▸ **Stored data**
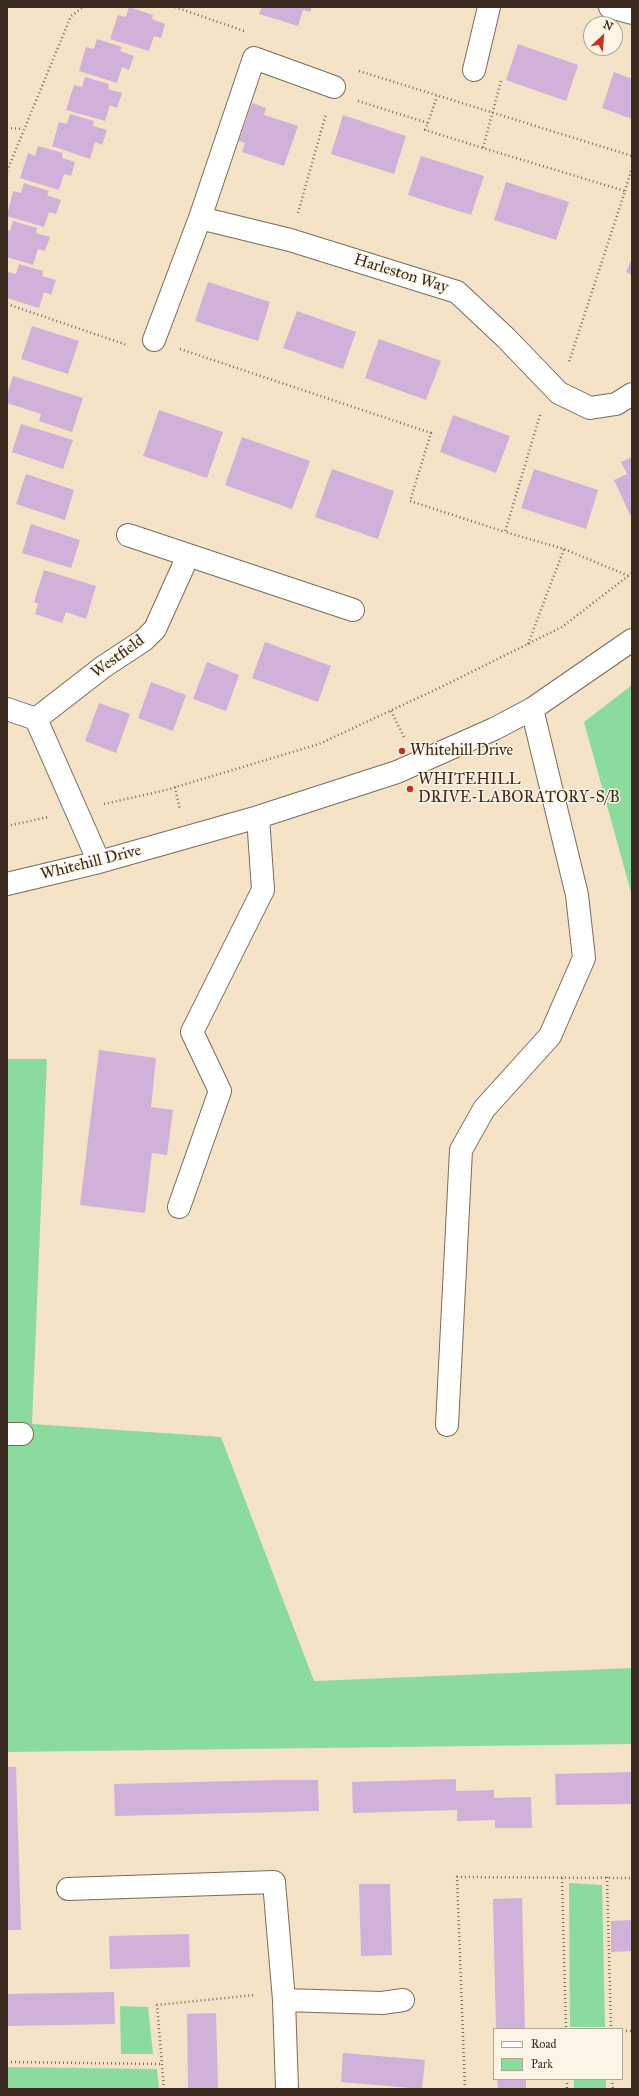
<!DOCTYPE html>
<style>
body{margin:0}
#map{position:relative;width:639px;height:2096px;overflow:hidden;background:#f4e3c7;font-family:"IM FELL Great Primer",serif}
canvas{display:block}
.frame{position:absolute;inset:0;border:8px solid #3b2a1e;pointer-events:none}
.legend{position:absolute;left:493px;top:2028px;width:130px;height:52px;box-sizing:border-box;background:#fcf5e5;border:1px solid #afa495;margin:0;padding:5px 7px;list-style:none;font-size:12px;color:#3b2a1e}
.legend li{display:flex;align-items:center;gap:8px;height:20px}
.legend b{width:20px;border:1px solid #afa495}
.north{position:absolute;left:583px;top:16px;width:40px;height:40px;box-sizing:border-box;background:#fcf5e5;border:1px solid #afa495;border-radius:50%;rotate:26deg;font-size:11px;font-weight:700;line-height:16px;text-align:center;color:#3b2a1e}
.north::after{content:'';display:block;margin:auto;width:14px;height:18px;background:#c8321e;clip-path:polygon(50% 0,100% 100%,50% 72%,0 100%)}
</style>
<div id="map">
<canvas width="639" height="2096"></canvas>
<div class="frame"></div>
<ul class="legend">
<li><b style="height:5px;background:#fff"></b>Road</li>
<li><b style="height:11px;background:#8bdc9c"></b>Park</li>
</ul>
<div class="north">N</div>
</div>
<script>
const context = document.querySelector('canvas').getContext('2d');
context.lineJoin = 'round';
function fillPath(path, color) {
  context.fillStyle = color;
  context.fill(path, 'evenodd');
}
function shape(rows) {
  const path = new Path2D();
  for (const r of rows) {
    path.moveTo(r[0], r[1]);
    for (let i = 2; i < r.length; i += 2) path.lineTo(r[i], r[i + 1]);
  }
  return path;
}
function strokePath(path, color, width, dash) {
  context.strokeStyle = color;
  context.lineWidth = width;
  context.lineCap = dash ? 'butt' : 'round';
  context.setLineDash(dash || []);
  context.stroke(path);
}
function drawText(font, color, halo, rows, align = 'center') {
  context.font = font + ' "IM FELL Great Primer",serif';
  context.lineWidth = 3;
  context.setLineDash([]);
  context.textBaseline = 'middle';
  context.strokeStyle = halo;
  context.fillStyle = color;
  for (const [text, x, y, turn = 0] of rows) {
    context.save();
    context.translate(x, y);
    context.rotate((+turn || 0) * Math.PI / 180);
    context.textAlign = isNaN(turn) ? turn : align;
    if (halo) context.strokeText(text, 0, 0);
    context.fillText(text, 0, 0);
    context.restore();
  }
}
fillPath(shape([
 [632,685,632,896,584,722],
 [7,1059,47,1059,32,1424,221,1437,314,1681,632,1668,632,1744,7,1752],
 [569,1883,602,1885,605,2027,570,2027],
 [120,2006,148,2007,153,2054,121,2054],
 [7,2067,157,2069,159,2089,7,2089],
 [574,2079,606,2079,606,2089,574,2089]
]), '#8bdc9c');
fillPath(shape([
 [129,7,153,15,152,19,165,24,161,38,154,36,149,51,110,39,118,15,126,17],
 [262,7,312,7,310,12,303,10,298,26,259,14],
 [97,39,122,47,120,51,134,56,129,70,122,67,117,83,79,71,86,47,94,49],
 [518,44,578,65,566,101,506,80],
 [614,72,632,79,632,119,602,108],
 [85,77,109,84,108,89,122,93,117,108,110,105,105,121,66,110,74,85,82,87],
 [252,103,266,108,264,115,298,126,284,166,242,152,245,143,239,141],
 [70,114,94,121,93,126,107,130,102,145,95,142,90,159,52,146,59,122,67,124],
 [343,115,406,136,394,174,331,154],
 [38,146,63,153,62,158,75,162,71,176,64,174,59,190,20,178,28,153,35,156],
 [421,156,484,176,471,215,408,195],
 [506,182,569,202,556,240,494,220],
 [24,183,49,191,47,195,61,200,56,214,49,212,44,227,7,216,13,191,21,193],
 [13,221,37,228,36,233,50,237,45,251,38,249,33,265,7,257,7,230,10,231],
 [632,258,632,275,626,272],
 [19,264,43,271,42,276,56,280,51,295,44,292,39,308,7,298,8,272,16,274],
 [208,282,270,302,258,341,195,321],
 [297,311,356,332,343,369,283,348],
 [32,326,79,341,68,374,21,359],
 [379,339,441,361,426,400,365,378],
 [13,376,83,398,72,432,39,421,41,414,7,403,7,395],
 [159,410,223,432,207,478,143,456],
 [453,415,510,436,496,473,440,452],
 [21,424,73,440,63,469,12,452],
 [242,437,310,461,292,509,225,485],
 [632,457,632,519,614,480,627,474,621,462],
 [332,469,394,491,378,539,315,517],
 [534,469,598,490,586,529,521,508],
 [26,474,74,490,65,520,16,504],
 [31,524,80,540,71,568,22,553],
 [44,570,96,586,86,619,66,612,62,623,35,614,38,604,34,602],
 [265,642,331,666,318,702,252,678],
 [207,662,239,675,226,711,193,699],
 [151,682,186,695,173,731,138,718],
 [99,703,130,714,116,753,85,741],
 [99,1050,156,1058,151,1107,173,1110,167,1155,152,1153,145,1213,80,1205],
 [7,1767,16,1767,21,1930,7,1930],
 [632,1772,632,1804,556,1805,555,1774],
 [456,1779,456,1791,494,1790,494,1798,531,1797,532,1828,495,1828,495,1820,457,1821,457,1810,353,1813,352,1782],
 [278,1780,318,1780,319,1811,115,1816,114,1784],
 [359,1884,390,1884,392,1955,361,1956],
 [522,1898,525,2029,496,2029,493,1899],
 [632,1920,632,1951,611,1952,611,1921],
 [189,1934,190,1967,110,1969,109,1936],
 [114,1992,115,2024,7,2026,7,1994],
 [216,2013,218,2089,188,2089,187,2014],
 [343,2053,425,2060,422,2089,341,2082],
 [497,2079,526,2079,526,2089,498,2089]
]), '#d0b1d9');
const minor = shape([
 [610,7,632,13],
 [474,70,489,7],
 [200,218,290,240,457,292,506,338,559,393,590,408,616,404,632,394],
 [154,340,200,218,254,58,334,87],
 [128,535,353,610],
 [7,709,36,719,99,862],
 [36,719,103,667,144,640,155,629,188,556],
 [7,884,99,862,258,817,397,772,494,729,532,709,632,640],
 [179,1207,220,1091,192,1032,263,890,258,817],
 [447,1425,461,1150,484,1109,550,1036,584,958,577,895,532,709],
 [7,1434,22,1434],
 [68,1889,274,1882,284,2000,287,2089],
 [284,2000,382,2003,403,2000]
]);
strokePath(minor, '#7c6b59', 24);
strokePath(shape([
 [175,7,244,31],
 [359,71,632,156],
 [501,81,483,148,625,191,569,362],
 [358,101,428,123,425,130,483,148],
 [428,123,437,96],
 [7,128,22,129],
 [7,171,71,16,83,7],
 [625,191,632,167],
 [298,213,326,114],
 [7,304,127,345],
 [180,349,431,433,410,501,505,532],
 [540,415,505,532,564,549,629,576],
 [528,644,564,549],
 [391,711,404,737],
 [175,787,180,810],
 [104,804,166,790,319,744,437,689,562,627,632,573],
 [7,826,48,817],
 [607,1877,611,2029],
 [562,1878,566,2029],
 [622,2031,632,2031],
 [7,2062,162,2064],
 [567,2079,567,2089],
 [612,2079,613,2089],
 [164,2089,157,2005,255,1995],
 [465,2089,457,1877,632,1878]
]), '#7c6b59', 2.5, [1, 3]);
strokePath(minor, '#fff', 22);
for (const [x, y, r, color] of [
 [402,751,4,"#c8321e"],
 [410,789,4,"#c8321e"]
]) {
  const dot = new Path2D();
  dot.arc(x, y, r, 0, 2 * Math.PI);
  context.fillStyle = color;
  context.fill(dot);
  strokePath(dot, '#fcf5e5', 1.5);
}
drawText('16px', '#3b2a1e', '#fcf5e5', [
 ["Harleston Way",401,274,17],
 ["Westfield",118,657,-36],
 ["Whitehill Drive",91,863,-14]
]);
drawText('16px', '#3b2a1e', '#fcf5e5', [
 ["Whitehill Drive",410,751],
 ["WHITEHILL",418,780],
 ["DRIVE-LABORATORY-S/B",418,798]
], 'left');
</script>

▸ **EXERCISE**
Show every line in the entries where the string "strokeStyle" occurs.

▸ **TASK RESULT**
  context.strokeStyle = color;
  context.strokeStyle = halo;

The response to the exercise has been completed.